*ASSIGNED TASK*.
Find the word "center" in the material below and gather every line that contains it.

*RECORDS SUPPLIED*.
◇ ◇ ◇ ◇ ◇
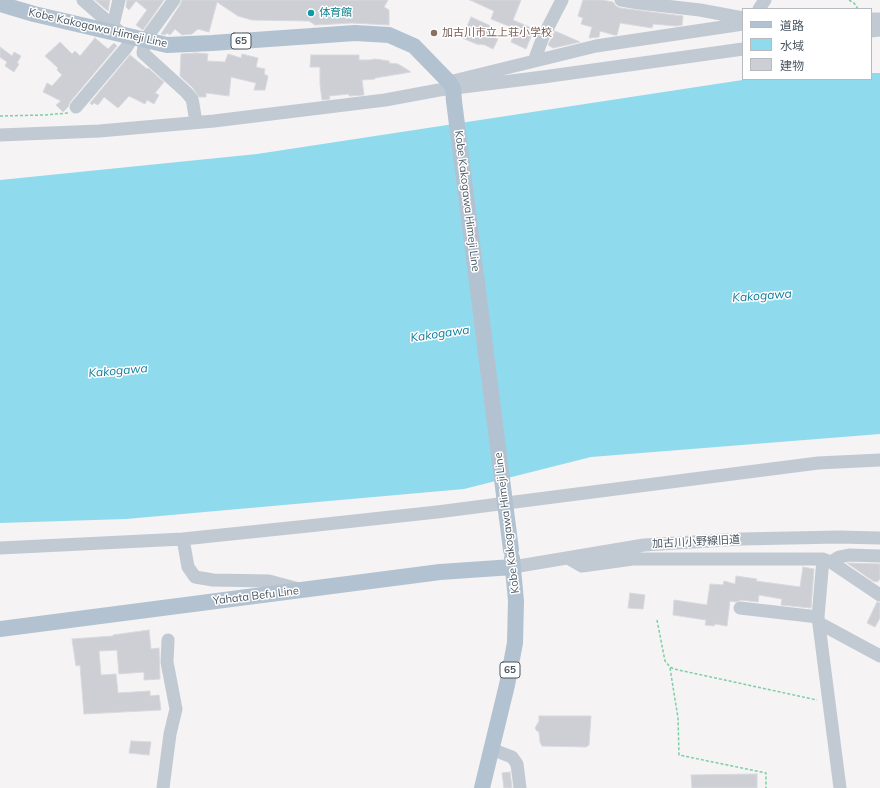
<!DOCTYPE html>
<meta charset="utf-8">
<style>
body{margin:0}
#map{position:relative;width:880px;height:788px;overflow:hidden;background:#f5f3f3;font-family:Mulish,"Noto Sans JP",sans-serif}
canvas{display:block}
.legend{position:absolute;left:742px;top:8px;width:130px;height:72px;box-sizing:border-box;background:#fff;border:1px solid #b7bbc0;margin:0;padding:5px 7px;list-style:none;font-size:12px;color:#4a5661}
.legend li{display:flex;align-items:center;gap:8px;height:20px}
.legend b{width:20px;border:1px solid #b7bbc0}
</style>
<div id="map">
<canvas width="880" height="788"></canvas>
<ul class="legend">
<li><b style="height:5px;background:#b3c2d1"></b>道路</li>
<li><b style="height:11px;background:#90daee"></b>水域</li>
<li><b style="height:11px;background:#cdcfd5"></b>建物</li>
</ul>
</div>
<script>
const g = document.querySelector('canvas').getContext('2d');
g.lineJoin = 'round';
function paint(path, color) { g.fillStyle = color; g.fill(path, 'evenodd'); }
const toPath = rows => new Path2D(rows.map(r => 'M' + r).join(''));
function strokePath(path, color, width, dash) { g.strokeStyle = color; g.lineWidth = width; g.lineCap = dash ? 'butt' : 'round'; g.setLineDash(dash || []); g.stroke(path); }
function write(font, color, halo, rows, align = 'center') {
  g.font = font + ' Mulish,"Noto Sans JP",sans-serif'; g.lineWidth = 3; g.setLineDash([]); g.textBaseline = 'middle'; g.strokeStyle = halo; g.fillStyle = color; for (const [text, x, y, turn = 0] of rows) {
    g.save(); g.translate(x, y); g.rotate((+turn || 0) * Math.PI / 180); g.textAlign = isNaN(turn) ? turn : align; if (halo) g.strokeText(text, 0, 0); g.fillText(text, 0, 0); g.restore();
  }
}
paint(toPath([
 [871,73,880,73,880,434,591,457,464,489,126,519,0,523,0,180,257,154,749,79,871,79]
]), '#90daee');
const building = toPath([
 [95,0,110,0,108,11,95,0],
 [127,0,164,0,143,30,136,25,147,10,136,1,129,10,126,7,127,0],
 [182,0,388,0,384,7,389,10,389,25,352,23,315,25,309,21,252,20,238,16,217,2,209,32,198,29,192,34,182,35,175,29,170,35,167,33,165,35,161,34,180,5,182,0],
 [470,0,521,0,513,20,534,29,526,49,511,42,516,29,491,19,494,11,470,0],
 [583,0,602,0,613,2,616,6,620,8,683,16,682,25,676,26,653,24,652,28,620,23,617,35,614,35,600,31,599,37,589,38,592,27,581,24,583,18,578,16,583,0],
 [471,17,493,27,489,35,498,39,493,49,485,45,479,44,479,45,462,38,471,17],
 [555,31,580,42,553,48,548,45,555,31],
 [95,38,108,49,114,43,117,46,70,102,68,107,63,112,56,105,61,101,43,92,47,83,52,86,62,75,57,70,58,68,45,56,60,42,72,54,75,51,80,56,95,38],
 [0,47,12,56,14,52,21,56,17,63,19,64,14,72,5,66,7,62,0,57,0,47],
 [196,53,208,54,207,61,225,62,228,54,241,58,242,54,258,58,256,67,265,69,264,74,268,76,265,90,254,90,256,83,231,77,229,96,206,93,206,97,199,97,192,87,180,76,181,54,196,53],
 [130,55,147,69,148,68,164,82,155,93,159,95,154,104,147,100,145,104,129,96,118,108,104,97,98,105,94,103,92,105,90,103,130,55],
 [311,55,359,55,359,60,370,60,375,59,389,61,389,63,398,64,411,72,375,78,375,79,362,80,364,95,349,96,349,94,329,96,330,99,322,100,320,84,320,67,310,67,311,55],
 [847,563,880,564,880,580,878,580,878,582,873,581,847,563],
 [803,567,814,569,811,608,781,605,782,599,759,595,758,602,741,600,736,602,730,601,727,626,715,624,714,626,705,625,706,620,673,615,674,600,707,605,710,584,723,585,724,581,735,584,736,576,757,579,756,581,800,587,803,567],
 [630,593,645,595,643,609,628,608,630,593],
 [877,602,880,603,880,618,875,627,867,623,877,602],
 [149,630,151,649,159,648,160,679,144,680,144,672,119,674,117,650,99,651,101,675,116,674,118,693,150,691,150,696,159,695,161,710,84,714,80,665,76,666,72,639,113,636,113,635,149,630],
 [539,716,591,716,589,745,586,747,542,746,540,742,539,732,537,731,535,728,539,721,539,716],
 [131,741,151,742,149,755,129,753,131,741],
 [510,772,512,788,504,788,502,773,510,772],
 [757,774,757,788,692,788,691,775,757,774]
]);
paint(building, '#cdcfd5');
strokePath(building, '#d7d9de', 1);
strokePath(toPath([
 [849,0,854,3,858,9],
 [0,116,44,115,68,113],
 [657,620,665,661,670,667,674,669,817,700],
 [670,668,678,718,679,755,766,773,766,788]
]), '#7ad0a6', 1.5, [3, 2]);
strokePath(toPath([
 [83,0,123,35],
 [174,0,145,40,143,53,186,92,192,99,193,104,196,122],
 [621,0,639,3,700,10,743,18],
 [759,9,765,0],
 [871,19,880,19],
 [113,25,119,0],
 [871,31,880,30],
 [534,61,543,37,562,0],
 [449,82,596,46,743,24],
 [76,107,126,48,133,37],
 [0,135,99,131,214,121,385,100,439,90,543,77,743,49],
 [183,539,188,567,195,577,213,580,269,581,299,589],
 [0,548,183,539,308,526,437,512,818,463,880,460],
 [568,558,582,566,633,559,823,559,831,562,839,557,849,555,880,556],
 [823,559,818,617,840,788],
 [831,562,880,595],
 [513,567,644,545,741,539,839,537,880,538],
 [740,608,818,617],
 [819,623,880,656],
 [491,749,512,757,517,764,520,788],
 [163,788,170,734,176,709,167,662,168,640]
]), '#c1cad2', 13);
strokePath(toPath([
 [0,4,34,14,167,45,212,43,355,33,389,35,414,46,449,82,453,88,454,101],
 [0,629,440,572,513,567],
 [482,788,507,685,515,643,516,601,512,558]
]), '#b3c2d1', 16);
strokePath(toPath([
 [454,101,511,550]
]), '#b3c2d1', 16);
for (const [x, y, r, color] of [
 [311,13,4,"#0f9aa8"],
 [434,33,4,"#8d6e63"]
]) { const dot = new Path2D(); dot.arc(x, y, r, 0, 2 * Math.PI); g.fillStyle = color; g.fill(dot); strokePath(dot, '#fff', 1.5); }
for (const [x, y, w] of [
 [241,41,20],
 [510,670,20]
]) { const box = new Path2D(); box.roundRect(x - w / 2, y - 8, w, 16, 3); g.fillStyle = '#fff'; g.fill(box); strokePath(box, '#4a5661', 1); }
write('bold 10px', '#4a5661', null, [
 ["65",241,41],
 ["65",510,670]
]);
write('11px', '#0d838f', '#fff', [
 ["体育館",319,13]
], 'left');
write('11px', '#4a5661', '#fff', [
 ["Kobe Kakogawa Himeji Line",98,28,13],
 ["Kobe Kakogawa Himeji Line",467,201,83],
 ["Kobe Kakogawa Himeji Line",507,523,-97],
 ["加古川小野線旧道",696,542,-3],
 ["Yahata Befu Line",256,596,-7]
]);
write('11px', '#785e54', '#fff', [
 ["加古川市立上荘小学校",442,33]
], 'left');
write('italic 12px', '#0c7c9b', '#fff', [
 ["Kakogawa",762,296,-4],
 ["Kakogawa",440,334,-8],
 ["Kakogawa",118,371,-5]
]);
</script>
◇ ◇ ◇ ◇ ◇
*RESULT OF THE TASK*.
.legend li{display:flex;align-items:center;gap:8px;height:20px}
function write(font, color, halo, rows, align = 'center') {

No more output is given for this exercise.